§ **DATASET ENTRIES**

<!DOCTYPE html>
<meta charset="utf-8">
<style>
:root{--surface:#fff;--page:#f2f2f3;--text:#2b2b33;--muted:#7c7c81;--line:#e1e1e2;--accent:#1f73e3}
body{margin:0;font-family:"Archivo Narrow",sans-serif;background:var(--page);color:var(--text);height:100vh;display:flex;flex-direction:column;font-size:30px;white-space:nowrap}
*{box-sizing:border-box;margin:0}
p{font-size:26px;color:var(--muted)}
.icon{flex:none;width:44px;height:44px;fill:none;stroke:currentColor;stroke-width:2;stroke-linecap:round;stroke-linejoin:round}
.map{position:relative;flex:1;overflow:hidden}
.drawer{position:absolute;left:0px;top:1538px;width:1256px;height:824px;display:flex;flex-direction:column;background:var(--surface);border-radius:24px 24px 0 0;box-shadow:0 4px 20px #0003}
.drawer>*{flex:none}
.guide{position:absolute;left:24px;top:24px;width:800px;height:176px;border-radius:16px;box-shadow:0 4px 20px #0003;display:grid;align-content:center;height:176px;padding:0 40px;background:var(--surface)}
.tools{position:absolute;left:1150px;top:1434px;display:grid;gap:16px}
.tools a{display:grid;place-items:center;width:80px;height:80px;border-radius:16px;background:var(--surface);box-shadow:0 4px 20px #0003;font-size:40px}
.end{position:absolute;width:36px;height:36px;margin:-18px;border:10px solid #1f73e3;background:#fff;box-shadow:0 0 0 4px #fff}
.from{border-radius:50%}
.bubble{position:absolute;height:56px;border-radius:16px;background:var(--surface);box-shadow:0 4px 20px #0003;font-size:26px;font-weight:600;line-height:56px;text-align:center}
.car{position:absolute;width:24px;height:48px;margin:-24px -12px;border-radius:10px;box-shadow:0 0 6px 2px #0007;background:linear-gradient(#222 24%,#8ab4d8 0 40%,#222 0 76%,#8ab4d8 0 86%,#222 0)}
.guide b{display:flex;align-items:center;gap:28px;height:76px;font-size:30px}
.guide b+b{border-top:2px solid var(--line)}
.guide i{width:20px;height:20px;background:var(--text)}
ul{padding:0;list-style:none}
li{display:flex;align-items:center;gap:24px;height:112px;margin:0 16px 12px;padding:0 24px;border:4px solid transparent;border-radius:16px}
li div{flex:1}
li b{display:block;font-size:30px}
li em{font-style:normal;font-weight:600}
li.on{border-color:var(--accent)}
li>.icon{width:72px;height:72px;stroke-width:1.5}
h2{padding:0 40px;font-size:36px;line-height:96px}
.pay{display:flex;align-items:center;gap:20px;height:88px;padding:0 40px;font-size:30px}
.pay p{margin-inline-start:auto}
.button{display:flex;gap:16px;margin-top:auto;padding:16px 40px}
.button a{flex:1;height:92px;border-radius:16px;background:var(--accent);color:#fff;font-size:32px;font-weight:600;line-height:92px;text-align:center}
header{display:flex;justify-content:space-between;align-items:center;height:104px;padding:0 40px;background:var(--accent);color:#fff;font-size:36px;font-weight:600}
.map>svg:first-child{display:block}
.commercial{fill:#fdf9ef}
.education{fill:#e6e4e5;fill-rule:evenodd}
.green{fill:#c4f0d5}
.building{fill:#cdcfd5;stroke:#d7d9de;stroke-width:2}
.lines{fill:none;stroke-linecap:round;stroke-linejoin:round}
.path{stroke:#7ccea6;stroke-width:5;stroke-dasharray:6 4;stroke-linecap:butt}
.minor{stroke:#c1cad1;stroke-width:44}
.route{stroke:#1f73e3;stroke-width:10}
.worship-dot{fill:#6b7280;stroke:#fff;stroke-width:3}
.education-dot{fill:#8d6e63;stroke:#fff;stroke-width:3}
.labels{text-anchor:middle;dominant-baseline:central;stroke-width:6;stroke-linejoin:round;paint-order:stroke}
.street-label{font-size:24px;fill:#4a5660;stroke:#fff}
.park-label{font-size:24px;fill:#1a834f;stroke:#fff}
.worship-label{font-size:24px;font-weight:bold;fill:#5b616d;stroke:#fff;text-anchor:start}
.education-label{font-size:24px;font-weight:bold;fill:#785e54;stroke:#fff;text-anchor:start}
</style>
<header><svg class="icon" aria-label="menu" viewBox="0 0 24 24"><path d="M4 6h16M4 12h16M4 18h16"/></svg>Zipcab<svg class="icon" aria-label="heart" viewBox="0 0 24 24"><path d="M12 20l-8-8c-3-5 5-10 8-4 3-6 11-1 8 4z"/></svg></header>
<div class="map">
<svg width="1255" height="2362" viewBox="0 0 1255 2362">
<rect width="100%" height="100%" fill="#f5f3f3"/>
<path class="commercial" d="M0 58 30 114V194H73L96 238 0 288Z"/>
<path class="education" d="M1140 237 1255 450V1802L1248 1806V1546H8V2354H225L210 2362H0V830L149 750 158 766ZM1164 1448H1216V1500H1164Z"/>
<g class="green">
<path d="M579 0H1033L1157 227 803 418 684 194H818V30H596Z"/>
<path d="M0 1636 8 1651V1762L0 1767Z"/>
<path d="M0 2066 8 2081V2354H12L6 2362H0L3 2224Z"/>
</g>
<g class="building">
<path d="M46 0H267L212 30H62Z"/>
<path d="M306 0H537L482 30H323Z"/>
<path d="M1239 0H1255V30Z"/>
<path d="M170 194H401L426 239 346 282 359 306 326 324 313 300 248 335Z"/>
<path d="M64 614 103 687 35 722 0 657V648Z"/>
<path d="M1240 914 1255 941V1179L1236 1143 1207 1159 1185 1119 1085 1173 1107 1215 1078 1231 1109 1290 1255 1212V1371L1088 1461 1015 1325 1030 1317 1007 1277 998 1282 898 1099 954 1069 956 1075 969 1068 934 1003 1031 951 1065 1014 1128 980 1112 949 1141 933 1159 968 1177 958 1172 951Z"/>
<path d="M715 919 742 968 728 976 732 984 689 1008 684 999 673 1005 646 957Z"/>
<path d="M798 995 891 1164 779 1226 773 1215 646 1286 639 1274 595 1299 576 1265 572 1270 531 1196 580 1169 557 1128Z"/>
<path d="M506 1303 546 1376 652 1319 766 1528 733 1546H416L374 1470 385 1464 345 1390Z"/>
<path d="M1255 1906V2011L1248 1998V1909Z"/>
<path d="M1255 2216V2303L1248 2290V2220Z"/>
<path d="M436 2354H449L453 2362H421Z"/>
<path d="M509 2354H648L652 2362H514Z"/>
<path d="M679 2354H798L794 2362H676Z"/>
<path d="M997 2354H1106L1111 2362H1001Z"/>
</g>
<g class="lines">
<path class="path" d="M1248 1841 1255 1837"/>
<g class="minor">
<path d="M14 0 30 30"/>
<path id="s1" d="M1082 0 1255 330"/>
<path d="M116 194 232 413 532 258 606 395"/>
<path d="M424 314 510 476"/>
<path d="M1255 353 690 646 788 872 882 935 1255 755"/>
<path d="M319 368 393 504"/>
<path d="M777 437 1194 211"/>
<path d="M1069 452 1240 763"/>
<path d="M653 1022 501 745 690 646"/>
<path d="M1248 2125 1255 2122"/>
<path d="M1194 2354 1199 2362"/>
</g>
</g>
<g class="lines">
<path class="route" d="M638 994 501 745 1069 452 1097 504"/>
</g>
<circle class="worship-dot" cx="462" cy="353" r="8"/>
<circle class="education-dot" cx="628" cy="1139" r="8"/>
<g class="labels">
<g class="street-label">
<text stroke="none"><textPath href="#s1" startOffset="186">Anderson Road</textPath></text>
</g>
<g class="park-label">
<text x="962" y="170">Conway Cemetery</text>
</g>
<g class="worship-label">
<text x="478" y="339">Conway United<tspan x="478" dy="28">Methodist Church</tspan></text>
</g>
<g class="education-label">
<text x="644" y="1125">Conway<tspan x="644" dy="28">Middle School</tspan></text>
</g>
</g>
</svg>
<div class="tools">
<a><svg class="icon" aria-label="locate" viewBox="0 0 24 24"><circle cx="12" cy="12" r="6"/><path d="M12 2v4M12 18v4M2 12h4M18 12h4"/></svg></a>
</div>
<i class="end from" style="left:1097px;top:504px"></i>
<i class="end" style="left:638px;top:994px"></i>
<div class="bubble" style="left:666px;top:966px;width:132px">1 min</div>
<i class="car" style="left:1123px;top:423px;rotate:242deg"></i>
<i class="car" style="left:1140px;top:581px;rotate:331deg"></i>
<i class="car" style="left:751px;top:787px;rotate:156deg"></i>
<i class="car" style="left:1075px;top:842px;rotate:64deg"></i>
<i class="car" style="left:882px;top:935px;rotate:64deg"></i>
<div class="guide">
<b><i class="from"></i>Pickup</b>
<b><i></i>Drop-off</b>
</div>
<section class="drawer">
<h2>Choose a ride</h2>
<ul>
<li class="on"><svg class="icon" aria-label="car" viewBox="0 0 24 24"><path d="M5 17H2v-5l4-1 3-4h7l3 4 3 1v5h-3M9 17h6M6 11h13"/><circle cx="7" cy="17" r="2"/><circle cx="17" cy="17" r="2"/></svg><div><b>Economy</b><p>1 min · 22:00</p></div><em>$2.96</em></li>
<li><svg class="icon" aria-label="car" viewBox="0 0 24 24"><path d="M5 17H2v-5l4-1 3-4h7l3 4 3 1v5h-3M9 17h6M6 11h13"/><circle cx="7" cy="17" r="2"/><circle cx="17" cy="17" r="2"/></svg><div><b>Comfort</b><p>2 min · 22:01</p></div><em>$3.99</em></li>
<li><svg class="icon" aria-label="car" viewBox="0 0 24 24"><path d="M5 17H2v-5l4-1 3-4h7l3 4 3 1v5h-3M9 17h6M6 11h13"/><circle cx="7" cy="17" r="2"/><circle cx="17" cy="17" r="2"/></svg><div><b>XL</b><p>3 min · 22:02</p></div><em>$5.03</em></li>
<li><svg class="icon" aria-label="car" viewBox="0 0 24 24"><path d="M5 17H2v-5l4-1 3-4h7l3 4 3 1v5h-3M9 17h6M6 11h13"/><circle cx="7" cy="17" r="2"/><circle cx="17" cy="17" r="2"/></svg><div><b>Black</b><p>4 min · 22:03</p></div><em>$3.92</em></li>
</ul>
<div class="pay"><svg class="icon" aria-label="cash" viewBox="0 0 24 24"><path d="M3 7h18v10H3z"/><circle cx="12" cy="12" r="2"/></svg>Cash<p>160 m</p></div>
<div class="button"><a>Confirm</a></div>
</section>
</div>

§ **WHAT IS EXPECTED**
For every line of the material that holds the word "tools", make a copy.

§ **RESULT**
.tools{position:absolute;left:1150px;top:1434px;display:grid;gap:16px}
.tools a{display:grid;place-items:center;width:80px;height:80px;border-radius:16px;background:var(--surface);box-shadow:0 4px 20px #0003;font-size:40px}
<div class="tools">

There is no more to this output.